Brexit: que trouve-t-on exactement dans l'Article 50 du Traité de Lisbonne?

Article 50 du Traité de Lisbonne: quelques paragraphes aux effets considérables
Article 50 du Traité de Lisbonne: quelques paragraphes aux effets considérables - © OLI SCARFF - AFP

C'est ce mercredi que le Royaume-Uni va lancer officiellement sa procédure de divorce avec l'Union européenne. Le début de la fin d'une relation tourmentée entamée il y a plus de 40 ans. Le 23 juin 2016, les Britanniques ont voté pour le Brexit à près de 52%. La première ministre britannique Theresa May a opté pour une sortie claire et nette de l'Union. Elle a décidé de sortir du marché unique, de l'Union douanière et de la Cour européenne de Justice. Si Theresa May souhaite une telle sortie, c'est pour que le Royaume-Uni puisse de son côté limiter l'arrivée de migrants européens.

Dans le même temps, elle espère maintenir des relations économiques et politiques étroites avec les 27.

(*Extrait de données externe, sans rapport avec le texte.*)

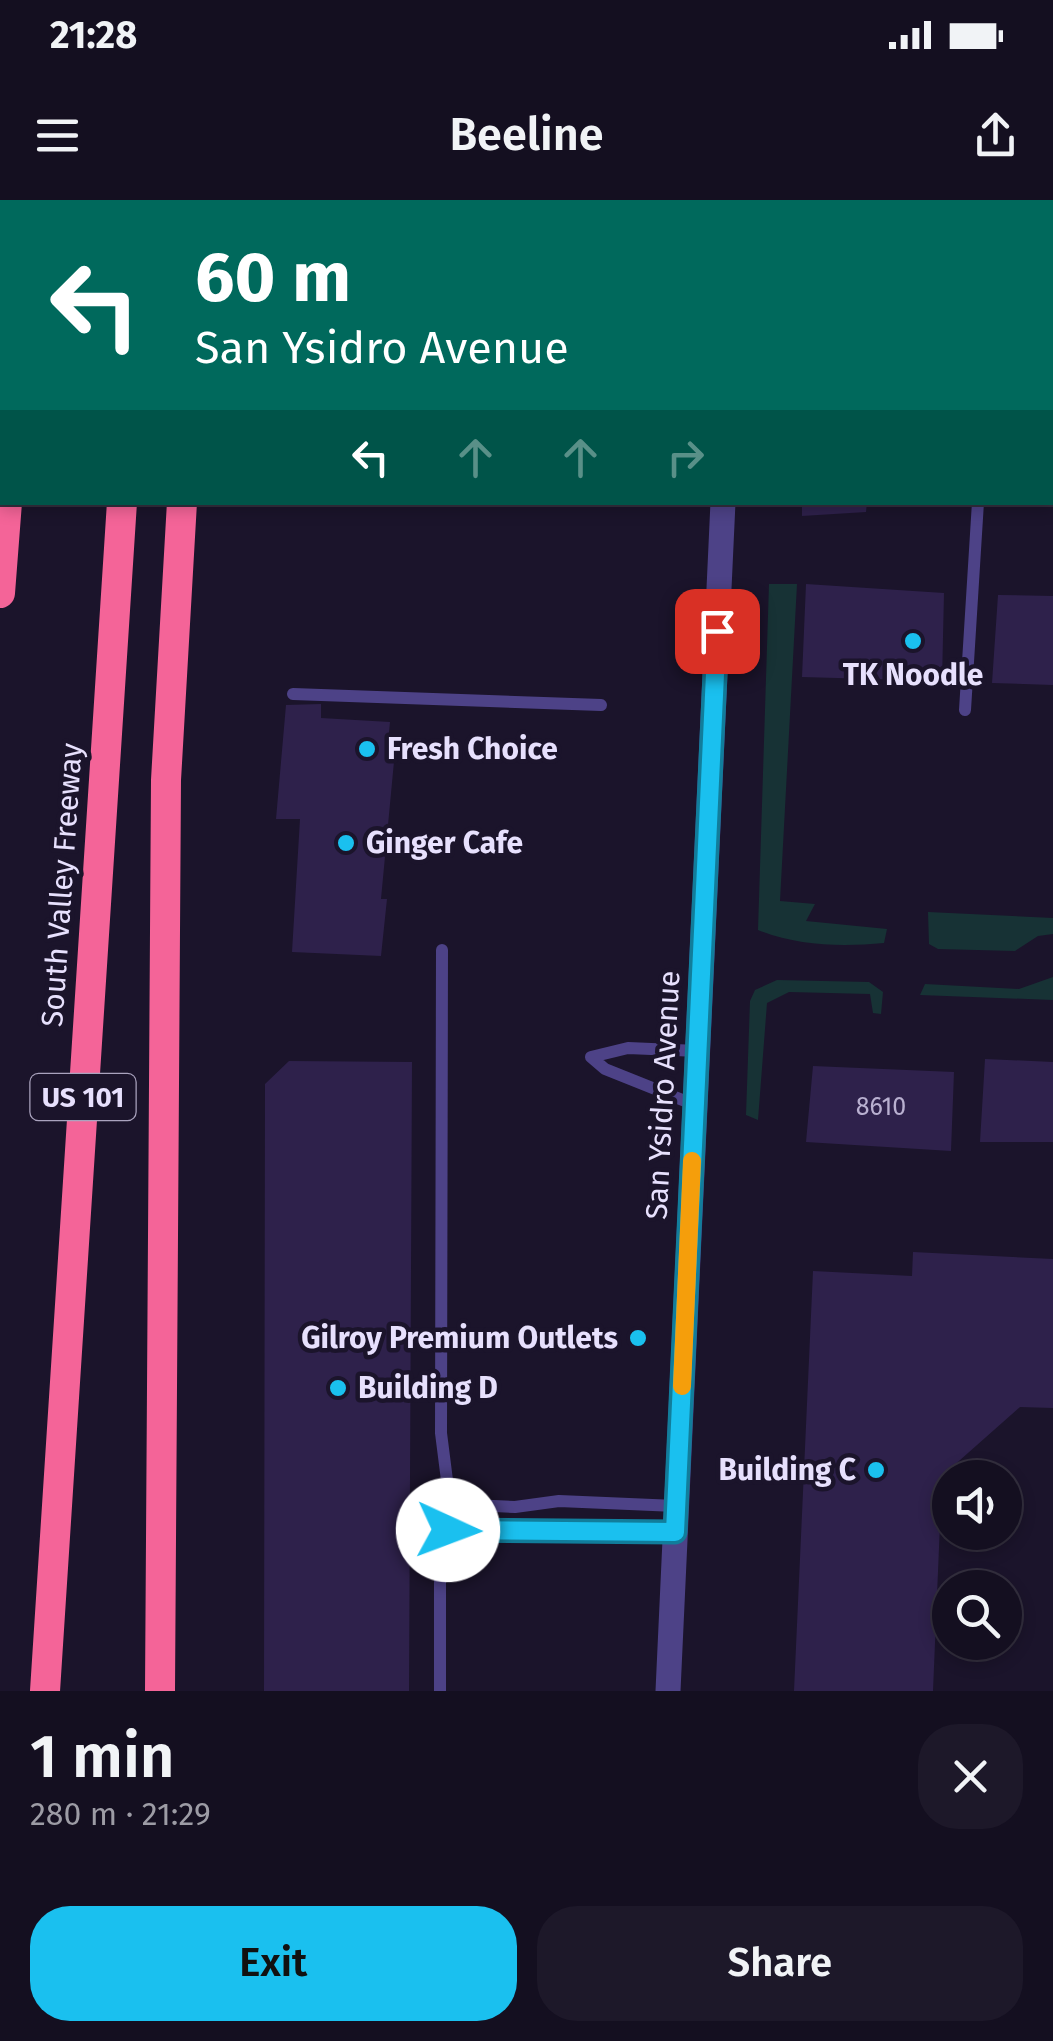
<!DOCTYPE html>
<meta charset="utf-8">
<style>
:root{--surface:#140f20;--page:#1d1829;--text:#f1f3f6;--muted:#9d9ca5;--line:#332f3e;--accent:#1ac0ef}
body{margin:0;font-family:"Fira Sans",sans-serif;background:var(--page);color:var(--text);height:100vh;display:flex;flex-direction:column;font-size:38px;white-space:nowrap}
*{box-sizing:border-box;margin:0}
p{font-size:32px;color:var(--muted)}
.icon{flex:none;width:55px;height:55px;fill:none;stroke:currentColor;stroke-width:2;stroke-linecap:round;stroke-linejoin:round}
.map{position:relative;height:1491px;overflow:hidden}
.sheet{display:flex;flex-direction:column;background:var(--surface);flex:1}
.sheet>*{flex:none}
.top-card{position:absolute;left:0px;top:0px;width:1055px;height:305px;box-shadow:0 5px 15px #0003,0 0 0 2px var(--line);background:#00695c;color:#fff;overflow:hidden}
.controls{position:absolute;left:932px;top:1260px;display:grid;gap:20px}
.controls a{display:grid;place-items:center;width:90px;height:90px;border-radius:50%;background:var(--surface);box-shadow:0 5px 15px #0003,0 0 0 2px var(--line);font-size:50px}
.pin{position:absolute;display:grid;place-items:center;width:85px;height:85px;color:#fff;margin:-42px;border-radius:20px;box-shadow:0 5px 15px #0006}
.me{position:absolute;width:110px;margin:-55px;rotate:92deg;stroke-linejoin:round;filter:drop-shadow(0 0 8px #0008)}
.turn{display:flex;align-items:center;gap:35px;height:210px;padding:0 30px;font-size:45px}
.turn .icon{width:130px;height:130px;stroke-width:2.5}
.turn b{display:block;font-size:70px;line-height:85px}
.lanes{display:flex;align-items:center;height:95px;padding:0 30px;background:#0003;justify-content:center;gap:50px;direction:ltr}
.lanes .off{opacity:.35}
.round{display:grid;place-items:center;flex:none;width:105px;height:105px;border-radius:40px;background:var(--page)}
.headline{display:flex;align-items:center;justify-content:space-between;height:170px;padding:0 30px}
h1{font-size:60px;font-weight:600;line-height:75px}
.primary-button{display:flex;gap:20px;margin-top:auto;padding:20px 30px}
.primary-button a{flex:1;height:115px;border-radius:40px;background:var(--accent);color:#111;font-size:40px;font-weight:600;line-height:115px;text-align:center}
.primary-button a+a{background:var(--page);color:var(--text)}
.status{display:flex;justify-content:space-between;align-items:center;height:70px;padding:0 50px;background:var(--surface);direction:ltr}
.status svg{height:28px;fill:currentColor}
header{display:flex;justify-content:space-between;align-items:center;height:130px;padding:0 30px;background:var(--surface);font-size:45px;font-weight:600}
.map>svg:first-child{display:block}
.green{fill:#173235}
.building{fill:#2e214b}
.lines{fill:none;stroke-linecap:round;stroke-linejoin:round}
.service{stroke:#4d4287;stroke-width:12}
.minor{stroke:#4d4287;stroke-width:25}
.motorway{stroke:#f46498;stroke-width:30}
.route-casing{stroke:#117d9b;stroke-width:25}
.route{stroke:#1ac0ef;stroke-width:18}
.slow{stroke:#f59e0b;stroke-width:18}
.poi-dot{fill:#1ac0ef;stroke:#1b142b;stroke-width:4}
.labels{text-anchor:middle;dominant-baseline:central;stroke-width:9;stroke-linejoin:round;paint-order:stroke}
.number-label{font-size:25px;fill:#b9b0d0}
.shield{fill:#1b142b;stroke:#aaa3be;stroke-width:2.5}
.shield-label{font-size:28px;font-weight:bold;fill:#e7e0fd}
.poi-label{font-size:30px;font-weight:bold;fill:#e7e0fd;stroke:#1b142b;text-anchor:start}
.street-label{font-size:30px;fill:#e7e0fd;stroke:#1b142b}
</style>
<div class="status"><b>21:28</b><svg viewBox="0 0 49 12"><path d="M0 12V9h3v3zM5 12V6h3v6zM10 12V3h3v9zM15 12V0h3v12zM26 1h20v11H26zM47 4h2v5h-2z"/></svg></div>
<header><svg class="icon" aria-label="menu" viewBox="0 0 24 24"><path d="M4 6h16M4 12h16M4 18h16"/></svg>Beeline<svg class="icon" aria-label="share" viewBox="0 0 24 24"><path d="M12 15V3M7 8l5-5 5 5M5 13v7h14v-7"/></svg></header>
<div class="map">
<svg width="1053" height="1491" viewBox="0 0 1053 1491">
<rect width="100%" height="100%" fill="#1b142b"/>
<path class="green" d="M769 384H797L780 701 815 704 806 721 887 729 884 743C842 747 797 746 758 730Z
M928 712 1053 718V734L1038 736 1015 751 938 749 929 744Z
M1053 777V800L920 795 925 784 1019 789Z
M777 780 869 782 883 792 881 814 873 813 870 794 789 792 767 803 758 920 746 915 750 801 755 790Z"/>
<path class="building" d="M802 302H867L866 312 802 316Z
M806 384 944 393 942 481 802 477Z
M998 395 1053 396V485L992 483Z
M321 504V518L390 522 387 552 395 551 381 699H387L381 756 292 752 300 619H276L286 505Z
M985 859 1053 862V942H980Z
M289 861 412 862 409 1491H264L265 884Z
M813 866 954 872 951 951 806 942Z
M913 1052 1053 1059V1208L1020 1207 942 1276 933 1491H794L813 1071 912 1076Z"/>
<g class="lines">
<path class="service" d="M271 2V0
M992 2V0
M293 494 601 505
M965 510 978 302
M695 905 605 869 591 857 628 848 698 851
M450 1304 515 1307 559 1301 676 1306
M448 1330 675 1332
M440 1491V1381L450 1304 441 1233 442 750"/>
<path class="minor" d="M737 2V0
M668 1491 723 302"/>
<path class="motorway" d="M161 0V2
M31 2V0
M0 393 7 302
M45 1491 122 302
M160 1491 166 580 182 302"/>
</g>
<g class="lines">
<g class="route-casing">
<path id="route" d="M448 1330 675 1332 717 431"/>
</g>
<use href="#route" class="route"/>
<path class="slow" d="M682 1186 692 961"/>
</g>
<g class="poi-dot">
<circle cx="913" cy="441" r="10"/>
<circle cx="367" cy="549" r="10"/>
<circle cx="346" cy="643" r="10"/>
<circle cx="638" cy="1138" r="10"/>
<circle cx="338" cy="1188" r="10"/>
<circle cx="876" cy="1270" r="10"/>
</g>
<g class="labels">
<g class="number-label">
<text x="881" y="907">8610</text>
</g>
<rect class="shield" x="30.5" y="874" width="105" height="46" rx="8"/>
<g class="shield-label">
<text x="83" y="897">US 101</text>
</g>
<g class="poi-label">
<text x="913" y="475" text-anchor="middle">TK Noodle</text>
<text x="387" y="549">Fresh Choice</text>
<text x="366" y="643">Ginger Cafe</text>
<text x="618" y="1138" text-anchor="end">Gilroy Premium Outlets</text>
<text x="358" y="1188">Building D</text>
<text x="856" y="1270" text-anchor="end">Building C</text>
</g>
<g class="street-label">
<text transform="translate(62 685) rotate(-86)">South Valley Freeway</text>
<text transform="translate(663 895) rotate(-87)">San Ysidro Avenue</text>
</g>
</g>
</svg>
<div class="controls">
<a><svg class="icon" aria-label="sound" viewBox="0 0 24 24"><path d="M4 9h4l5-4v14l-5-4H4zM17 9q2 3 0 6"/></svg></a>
<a><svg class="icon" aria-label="search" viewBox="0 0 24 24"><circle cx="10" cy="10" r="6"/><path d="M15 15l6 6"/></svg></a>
</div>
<div class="pin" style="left:717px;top:431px;background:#d93025"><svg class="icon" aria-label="arrive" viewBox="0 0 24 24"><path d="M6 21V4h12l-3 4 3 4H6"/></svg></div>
<svg class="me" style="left:448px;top:1330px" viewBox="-20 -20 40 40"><circle r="19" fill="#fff"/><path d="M0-13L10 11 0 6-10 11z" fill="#1ac0ef"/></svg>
<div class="top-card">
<div class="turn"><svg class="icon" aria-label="left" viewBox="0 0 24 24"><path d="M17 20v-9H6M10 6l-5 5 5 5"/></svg><div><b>60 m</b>San Ysidro Avenue</div></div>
<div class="lanes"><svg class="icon" aria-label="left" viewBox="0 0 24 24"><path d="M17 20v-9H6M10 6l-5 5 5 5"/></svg><svg class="icon off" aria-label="ahead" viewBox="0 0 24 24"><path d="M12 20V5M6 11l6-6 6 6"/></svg><svg class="icon off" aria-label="ahead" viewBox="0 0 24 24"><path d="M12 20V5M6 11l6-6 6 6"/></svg><svg class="icon off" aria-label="right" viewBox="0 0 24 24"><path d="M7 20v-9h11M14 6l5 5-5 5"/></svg></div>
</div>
</div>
<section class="sheet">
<div class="headline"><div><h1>1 min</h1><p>280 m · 21:29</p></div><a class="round"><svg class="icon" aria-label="close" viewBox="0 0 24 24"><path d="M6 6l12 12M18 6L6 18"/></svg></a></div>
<div class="primary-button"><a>Exit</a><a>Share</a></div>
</section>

Activation de l'article 50 du Traité de Lisbonne

Mais avant d'entamer ces négociations sur les futures relations entre l'UE et le Royaume-Uni, Theresa May doit déclencher l'article 50 du Traité de Lisbonne, c'est un passage obligé. C'est la première étape formelle du divorce entre le Royaume-Uni et l’Union. Ce fameux article 50 est un texte très bref, quelques paragraphes à peine. Il stipule que tout État membre peut se retirer volontairement et unilatéralement de l'Union. Mais il ne rentre pas dans les détails du processus de retrait, il fixe un cadre général.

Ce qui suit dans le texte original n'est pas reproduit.